GOAL OF THE EXERCISE:
Your copy should match the records exactly, except that it contains no pictures.

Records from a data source

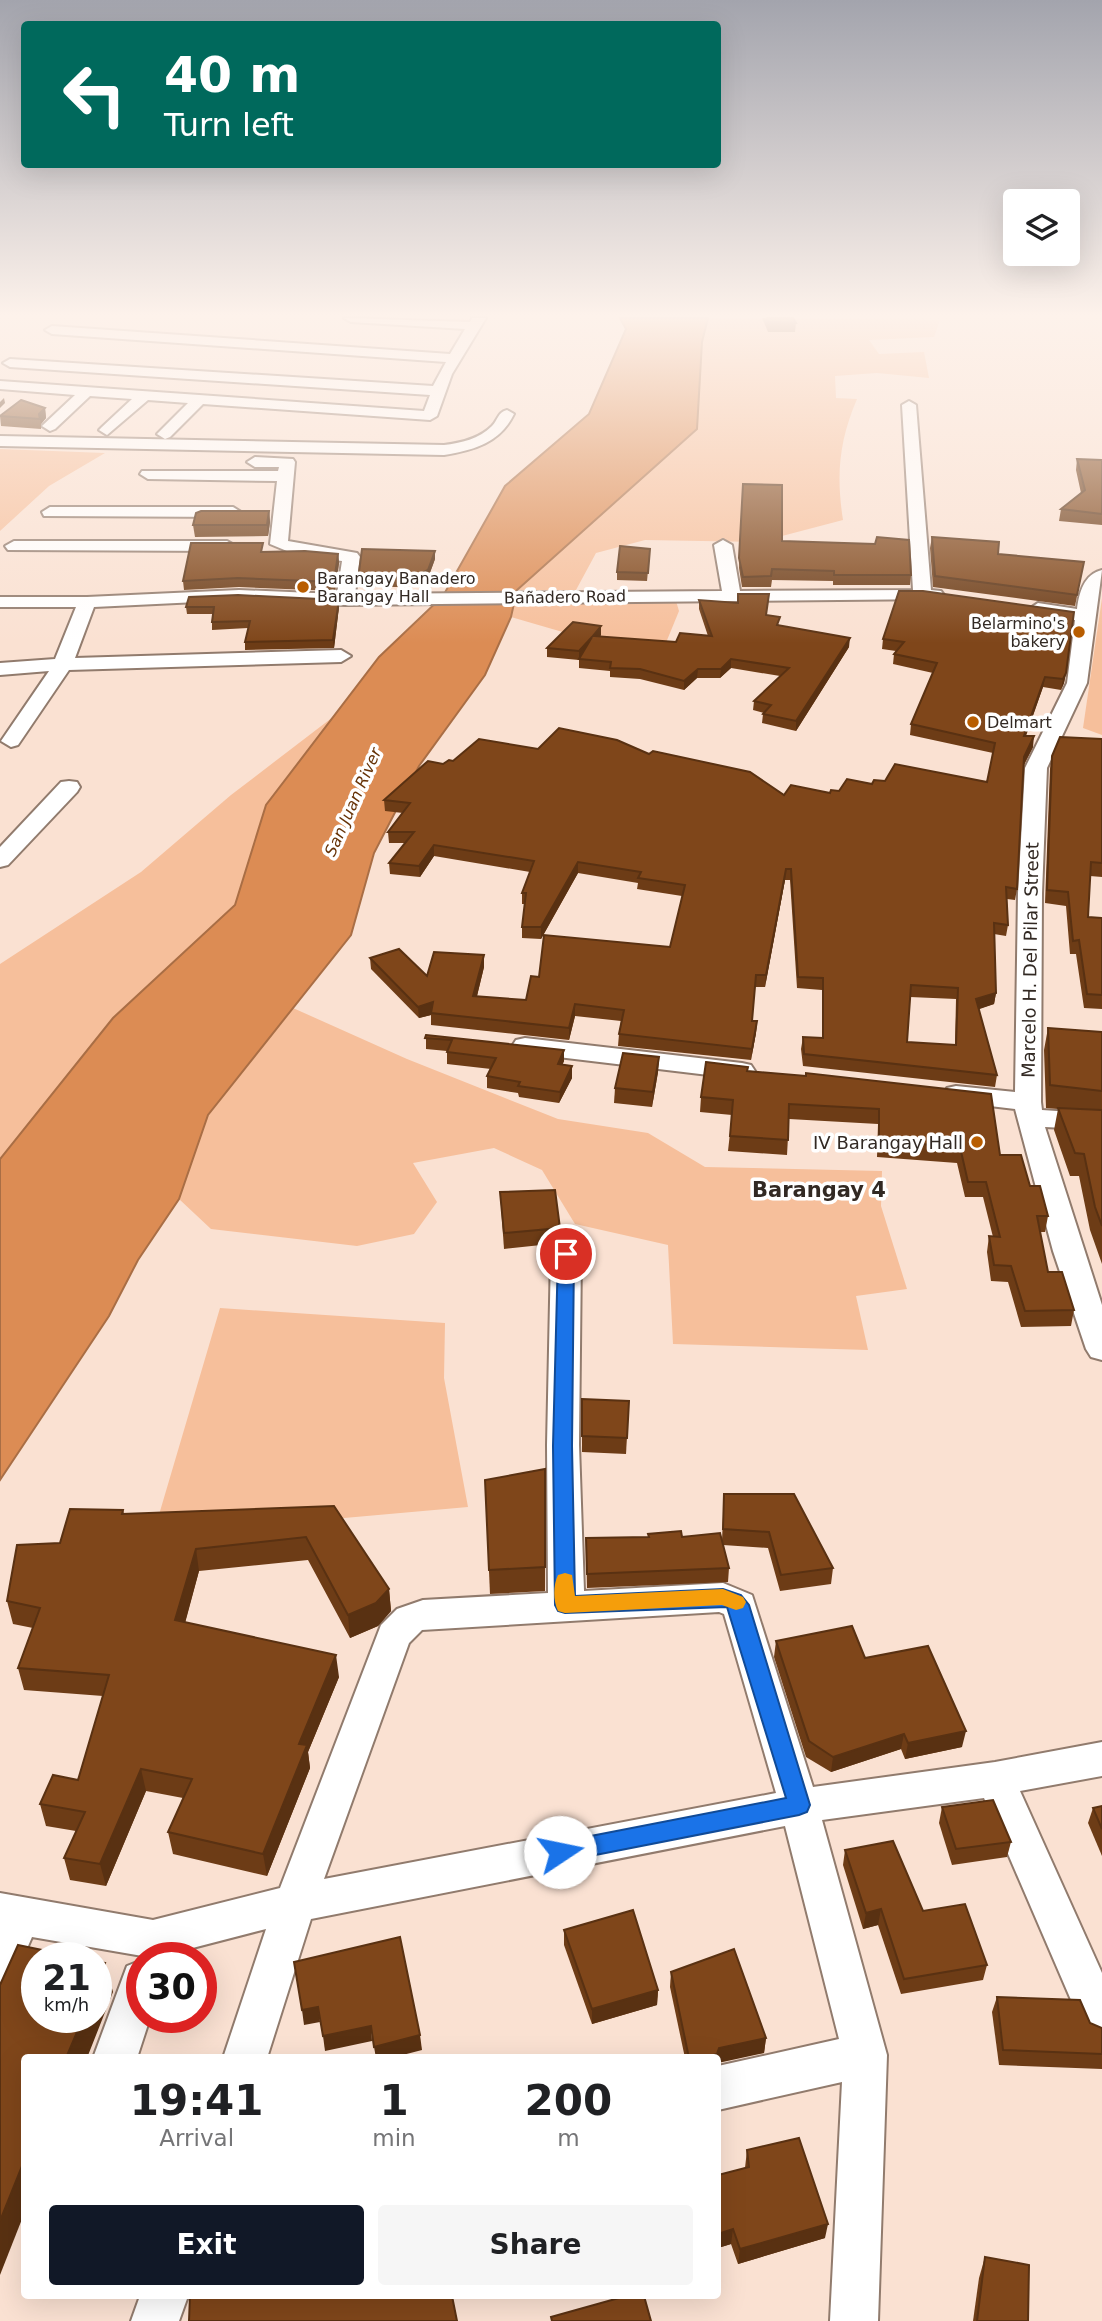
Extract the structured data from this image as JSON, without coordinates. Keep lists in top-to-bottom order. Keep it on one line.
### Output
{"streets":{"street":["Bañadero Road","Marcelo H. Del Pilar Street"]},"districts":["Barangay 4"],"water":["San Juan River"],"places":["Barangay Banadero Barangay Hall","Belarmino's bakery","Delmart","IV Barangay Hall"],"page":{"turn":["40 m","Turn left"],"speed":"21 km/h","limit":"30","eta":["19:41","Arrival","1","min","200","m"],"buttons":["Exit","Share"]}}
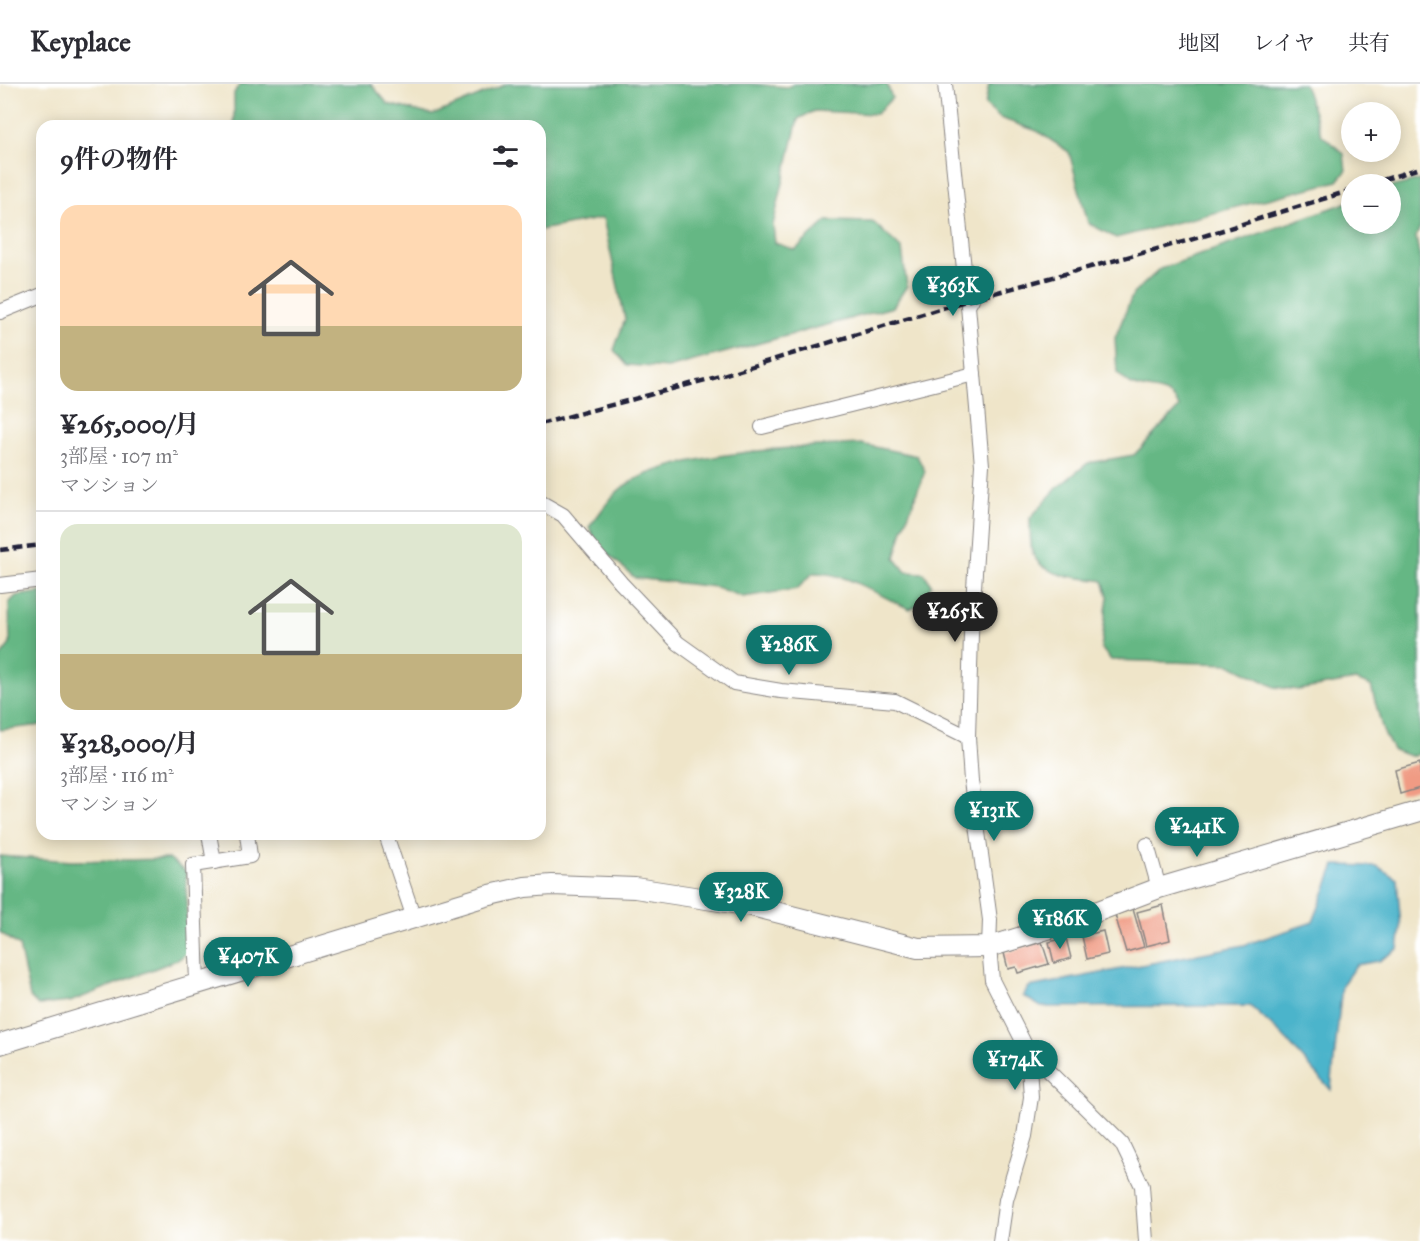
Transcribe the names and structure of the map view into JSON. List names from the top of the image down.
{
  "page": {
    "header": "Keyplace",
    "nav": ["地図", "レイヤ", "共有"],
    "map_buttons": ["+", "−"],
    "heading": "9件の物件",
    "list": [
      {
        "name": "¥265,000/月",
        "note": "3部屋 · 107 m² · マンション"
      },
      {
        "name": "¥328,000/月",
        "note": "3部屋 · 116 m² · マンション"
      }
    ],
    "price": [
      "¥363K",
      "¥265K",
      "¥286K",
      "¥131K",
      "¥241K",
      "¥328K",
      "¥186K",
      "¥407K",
      "¥174K"
    ]
  }
}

REPLY TO THE EXERCISE:
Extract the structured data from this image as JSON, without coordinates. Keep lists in top-to-bottom order. Keep it on one line.
### Output
{"streets":{"street":["Bañadero Road","Marcelo H. Del Pilar Street"]},"districts":["Barangay 4"],"water":["San Juan River"],"places":["Barangay Banadero Barangay Hall","Belarmino's bakery","Delmart","IV Barangay Hall"],"page":{"turn":["40 m","Turn left"],"speed":"21 km/h","limit":"30","eta":["19:41","Arrival","1","min","200","m"],"buttons":["Exit","Share"]}}
Transcribe the names and structure of the map view into JSON. List names from the top of the image down.
{
  "page": {
    "header": "Keyplace",
    "nav": ["地図", "レイヤ", "共有"],
    "map_buttons": ["+", "−"],
    "heading": "9件の物件",
    "list": [
      {
        "name": "¥265,000/月",
        "note": "3部屋 · 107 m² · マンション"
      },
      {
        "name": "¥328,000/月",
        "note": "3部屋 · 116 m² · マンション"
      }
    ],
    "price": [
      "¥363K",
      "¥265K",
      "¥286K",
      "¥131K",
      "¥241K",
      "¥328K",
      "¥186K",
      "¥407K",
      "¥174K"
    ]
  }
}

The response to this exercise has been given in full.